So I've been bad about blogging lately. Really bad. But I have been busy, and now you'll know why.
As part of our coverage of the state's 100th birthday, I wrote a nine-storie series on the Centennial. I went from PeNasco to Cedar Crest to Isleta Pueblo and back to Santa Fe to talk to folks who have lived a good chunk of the state's 100 years. Regular folks. Not politicians, not people who have really been in the news much at all. They all had fascinating stories to tell. Don't ask me which one was my favorite, but here are the four I liked best, in no particular order.
In PeNasco, I talked to Patty Sahd, a 97 year old woman who saw her town change from her perch inside her family store.
In Cedar Crest, I talked to Mary Roeschke, who worked at Los Alamos during its most interesting time.

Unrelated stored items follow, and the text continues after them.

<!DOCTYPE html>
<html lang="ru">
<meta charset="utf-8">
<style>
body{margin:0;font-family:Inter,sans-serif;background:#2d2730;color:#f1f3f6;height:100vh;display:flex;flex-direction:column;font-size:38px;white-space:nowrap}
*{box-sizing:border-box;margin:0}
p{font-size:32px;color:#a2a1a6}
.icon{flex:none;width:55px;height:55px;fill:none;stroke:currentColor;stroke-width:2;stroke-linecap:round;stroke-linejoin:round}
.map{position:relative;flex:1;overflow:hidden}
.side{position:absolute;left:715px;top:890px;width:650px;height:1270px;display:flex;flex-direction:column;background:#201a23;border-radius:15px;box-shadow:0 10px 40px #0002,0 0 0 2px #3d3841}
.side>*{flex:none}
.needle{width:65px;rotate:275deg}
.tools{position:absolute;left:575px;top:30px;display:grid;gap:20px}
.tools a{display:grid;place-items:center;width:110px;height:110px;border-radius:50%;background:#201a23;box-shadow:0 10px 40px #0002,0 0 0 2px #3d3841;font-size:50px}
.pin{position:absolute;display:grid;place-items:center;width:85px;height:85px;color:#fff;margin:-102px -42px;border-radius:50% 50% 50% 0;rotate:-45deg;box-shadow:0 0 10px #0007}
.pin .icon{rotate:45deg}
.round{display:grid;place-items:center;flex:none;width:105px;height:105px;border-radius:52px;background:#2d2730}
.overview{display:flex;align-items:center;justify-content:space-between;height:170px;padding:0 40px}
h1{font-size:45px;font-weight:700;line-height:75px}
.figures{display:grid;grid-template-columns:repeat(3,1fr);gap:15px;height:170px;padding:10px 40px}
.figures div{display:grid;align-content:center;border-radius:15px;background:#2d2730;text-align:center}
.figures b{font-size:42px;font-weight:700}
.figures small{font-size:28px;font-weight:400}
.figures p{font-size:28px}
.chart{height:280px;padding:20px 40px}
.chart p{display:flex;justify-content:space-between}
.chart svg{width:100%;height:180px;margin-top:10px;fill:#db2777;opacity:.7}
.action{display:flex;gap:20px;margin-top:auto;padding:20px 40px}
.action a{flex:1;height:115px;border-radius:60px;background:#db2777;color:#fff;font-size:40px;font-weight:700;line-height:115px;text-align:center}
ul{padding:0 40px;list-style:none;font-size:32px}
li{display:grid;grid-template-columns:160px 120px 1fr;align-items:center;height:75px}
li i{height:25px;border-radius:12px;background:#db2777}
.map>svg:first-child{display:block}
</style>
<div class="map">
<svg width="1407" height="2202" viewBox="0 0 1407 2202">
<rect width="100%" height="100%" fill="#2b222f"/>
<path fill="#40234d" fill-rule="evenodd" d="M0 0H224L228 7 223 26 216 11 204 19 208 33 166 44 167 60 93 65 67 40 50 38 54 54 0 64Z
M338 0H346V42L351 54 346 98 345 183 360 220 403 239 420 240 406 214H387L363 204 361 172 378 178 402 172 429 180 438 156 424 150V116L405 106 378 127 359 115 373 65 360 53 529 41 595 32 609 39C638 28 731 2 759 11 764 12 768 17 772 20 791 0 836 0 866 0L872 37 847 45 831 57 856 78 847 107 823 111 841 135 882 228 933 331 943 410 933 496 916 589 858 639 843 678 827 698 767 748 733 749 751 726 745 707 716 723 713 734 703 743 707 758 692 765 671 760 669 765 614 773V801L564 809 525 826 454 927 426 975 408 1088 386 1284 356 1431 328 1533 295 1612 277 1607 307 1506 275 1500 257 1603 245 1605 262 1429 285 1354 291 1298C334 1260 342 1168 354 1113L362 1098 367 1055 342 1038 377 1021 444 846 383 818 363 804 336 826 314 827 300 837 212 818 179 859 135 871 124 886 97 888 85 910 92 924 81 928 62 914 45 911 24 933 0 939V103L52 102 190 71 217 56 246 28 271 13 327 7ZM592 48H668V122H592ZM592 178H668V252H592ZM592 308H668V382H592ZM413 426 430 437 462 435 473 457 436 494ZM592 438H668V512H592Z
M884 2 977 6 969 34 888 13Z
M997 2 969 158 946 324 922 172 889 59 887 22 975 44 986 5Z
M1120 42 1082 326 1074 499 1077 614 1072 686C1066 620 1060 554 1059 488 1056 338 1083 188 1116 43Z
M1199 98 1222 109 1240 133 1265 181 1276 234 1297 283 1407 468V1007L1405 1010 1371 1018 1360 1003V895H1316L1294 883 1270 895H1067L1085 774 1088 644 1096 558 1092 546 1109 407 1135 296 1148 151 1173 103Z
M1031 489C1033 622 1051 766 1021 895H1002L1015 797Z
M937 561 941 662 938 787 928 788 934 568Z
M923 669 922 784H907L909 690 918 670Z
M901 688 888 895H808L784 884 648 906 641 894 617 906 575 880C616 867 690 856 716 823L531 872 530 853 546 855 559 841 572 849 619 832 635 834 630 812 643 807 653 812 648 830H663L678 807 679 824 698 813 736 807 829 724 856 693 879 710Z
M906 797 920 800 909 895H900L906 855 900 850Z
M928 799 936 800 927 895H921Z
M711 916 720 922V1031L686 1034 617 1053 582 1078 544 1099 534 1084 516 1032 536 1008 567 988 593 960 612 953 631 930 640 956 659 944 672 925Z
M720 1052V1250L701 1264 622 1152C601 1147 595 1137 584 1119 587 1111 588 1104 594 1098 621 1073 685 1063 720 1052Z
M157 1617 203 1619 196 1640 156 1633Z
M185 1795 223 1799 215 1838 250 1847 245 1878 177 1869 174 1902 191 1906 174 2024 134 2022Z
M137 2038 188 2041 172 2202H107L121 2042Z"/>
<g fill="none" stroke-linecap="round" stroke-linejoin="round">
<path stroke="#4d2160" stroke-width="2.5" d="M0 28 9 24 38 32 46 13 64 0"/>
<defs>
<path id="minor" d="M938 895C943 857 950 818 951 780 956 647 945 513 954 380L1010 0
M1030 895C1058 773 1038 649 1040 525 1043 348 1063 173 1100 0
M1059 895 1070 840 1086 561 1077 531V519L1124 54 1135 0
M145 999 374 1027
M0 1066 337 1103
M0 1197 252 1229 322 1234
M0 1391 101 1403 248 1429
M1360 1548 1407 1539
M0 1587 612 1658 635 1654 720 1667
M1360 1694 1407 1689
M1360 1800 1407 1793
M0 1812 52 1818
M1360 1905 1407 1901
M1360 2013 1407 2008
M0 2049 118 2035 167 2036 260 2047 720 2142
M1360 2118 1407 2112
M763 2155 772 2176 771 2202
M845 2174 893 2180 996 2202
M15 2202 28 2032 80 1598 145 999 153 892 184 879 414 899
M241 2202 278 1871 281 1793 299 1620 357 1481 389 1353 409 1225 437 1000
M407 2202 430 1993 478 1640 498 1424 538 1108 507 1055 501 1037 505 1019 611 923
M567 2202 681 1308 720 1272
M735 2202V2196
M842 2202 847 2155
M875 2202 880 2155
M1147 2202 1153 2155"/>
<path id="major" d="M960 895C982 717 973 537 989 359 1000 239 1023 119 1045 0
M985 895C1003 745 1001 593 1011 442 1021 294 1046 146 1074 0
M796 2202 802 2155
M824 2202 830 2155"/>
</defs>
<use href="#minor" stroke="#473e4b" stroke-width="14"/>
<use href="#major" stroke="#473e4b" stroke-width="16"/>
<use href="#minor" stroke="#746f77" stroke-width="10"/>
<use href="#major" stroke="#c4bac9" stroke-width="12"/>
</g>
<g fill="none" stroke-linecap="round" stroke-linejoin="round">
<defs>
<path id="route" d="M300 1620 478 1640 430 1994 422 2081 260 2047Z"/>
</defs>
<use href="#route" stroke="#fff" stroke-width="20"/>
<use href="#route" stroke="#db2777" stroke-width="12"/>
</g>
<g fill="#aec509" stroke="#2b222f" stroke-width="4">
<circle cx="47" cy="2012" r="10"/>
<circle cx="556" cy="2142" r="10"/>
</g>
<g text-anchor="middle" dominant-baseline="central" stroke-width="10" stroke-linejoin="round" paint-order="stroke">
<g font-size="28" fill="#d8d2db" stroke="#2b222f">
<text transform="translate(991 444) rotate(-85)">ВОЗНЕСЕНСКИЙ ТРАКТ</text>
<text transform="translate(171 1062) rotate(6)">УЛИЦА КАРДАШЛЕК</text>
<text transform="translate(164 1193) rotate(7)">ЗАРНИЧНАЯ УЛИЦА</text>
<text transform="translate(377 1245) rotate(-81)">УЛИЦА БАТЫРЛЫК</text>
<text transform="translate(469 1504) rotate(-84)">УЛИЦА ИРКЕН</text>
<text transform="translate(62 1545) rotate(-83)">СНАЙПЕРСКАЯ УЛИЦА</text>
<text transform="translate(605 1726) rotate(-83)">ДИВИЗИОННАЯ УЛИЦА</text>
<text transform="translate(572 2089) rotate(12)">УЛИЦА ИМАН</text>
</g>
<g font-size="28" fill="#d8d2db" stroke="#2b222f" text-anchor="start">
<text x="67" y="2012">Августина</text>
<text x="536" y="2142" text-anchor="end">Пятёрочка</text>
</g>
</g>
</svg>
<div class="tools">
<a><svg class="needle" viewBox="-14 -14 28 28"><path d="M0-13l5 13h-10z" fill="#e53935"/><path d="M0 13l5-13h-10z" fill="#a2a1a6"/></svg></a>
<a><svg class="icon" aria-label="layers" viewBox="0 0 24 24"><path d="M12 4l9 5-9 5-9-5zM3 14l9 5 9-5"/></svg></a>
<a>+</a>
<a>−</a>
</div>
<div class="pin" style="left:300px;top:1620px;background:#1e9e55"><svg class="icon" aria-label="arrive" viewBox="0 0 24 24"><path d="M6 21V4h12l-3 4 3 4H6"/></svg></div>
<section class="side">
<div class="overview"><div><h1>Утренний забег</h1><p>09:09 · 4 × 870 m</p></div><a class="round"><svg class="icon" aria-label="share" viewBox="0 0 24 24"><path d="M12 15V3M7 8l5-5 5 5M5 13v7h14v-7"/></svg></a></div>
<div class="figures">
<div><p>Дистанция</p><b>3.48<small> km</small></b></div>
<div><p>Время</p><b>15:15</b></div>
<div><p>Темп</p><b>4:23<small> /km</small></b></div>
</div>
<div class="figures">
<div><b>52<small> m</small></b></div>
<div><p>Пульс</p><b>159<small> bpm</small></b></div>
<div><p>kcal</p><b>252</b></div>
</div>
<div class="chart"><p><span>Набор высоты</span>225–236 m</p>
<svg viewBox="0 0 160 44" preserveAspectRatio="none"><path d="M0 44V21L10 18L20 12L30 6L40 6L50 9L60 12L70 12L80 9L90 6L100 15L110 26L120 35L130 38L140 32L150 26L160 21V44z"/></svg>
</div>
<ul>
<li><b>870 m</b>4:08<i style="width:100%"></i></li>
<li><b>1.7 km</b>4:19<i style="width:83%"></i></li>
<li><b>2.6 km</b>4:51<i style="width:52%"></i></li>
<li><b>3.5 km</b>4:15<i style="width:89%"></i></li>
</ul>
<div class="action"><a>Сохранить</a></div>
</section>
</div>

At Isleta, I talked with the daughter of Miguel Trujillo, who is credited with getting the right to vote for Native Americans in the state.
And in Santa Fe, Ray Aranda of Aranda's Plumbing had some fascinating tales about the City Different back in the day.
I've also enjoyed reading other papers' coverage of the events. I heard the Journal sold out of its Centennial special edition, and heck, anything that makes a newspaper sell out these days is good news to me.
Share links to your favorite Centennial coverage, too.